START DATA IN THIS EXERCISE

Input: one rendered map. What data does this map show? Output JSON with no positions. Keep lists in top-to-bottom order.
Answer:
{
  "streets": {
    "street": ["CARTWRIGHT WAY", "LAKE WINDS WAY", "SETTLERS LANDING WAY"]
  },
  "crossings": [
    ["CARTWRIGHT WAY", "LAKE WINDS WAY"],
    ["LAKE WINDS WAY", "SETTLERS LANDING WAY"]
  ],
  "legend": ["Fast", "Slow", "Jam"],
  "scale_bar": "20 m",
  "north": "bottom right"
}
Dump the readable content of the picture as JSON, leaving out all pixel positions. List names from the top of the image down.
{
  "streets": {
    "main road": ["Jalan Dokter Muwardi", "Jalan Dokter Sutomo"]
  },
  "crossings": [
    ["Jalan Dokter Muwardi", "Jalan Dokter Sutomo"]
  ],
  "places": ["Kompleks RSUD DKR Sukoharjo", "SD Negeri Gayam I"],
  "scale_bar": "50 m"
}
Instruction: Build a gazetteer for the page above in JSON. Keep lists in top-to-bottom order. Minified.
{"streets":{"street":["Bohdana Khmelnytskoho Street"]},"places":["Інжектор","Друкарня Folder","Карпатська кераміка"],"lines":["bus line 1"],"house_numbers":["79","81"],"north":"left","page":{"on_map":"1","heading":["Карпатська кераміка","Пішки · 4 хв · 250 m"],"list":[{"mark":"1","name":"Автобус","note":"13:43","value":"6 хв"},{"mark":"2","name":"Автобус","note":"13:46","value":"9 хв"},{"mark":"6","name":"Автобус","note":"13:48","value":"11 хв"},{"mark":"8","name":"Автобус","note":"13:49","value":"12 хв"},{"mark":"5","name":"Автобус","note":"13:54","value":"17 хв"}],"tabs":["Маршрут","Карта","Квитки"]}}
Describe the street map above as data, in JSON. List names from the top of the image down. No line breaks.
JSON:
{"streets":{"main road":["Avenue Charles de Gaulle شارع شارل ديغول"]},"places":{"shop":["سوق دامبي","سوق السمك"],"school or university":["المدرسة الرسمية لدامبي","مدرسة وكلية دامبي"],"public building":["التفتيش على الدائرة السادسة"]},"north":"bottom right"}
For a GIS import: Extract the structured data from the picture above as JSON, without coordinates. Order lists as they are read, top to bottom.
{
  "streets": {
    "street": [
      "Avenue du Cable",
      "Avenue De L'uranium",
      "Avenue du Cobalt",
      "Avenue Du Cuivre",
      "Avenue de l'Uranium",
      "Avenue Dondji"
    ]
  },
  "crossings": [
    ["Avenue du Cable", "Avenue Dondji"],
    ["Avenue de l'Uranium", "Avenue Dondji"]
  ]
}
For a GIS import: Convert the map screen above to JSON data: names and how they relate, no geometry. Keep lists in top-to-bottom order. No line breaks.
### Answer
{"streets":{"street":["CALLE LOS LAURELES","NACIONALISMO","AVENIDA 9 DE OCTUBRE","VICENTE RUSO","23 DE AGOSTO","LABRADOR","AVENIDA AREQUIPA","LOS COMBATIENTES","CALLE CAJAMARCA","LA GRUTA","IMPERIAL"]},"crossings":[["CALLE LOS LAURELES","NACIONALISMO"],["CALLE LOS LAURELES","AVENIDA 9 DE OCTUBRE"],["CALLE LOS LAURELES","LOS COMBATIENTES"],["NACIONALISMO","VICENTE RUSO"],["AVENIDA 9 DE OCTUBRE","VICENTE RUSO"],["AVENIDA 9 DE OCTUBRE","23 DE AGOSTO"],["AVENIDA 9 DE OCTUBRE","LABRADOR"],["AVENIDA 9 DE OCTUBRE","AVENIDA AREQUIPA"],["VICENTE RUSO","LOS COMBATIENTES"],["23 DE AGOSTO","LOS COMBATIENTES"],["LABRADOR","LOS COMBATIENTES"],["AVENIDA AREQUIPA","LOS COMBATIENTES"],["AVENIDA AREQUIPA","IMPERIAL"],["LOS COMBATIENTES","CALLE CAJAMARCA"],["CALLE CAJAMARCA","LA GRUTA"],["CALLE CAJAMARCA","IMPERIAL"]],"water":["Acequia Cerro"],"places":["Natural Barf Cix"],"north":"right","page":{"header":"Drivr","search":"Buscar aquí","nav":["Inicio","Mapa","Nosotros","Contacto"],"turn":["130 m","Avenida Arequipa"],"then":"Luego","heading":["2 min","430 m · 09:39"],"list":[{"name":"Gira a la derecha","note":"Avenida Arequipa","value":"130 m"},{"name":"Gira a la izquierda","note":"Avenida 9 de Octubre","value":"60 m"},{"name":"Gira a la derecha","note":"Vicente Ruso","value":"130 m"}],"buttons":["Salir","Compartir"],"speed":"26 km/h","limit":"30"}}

END DATA IN THIS EXERCISE

Gather and copy every line of the data in which the string "breaks" is found.

**SOLUTION**
Describe the street map above as data, in JSON. List names from the top of the image down. No line breaks.
For a GIS import: Convert the map screen above to JSON data: names and how they relate, no geometry. Keep lists in top-to-bottom order. No line breaks.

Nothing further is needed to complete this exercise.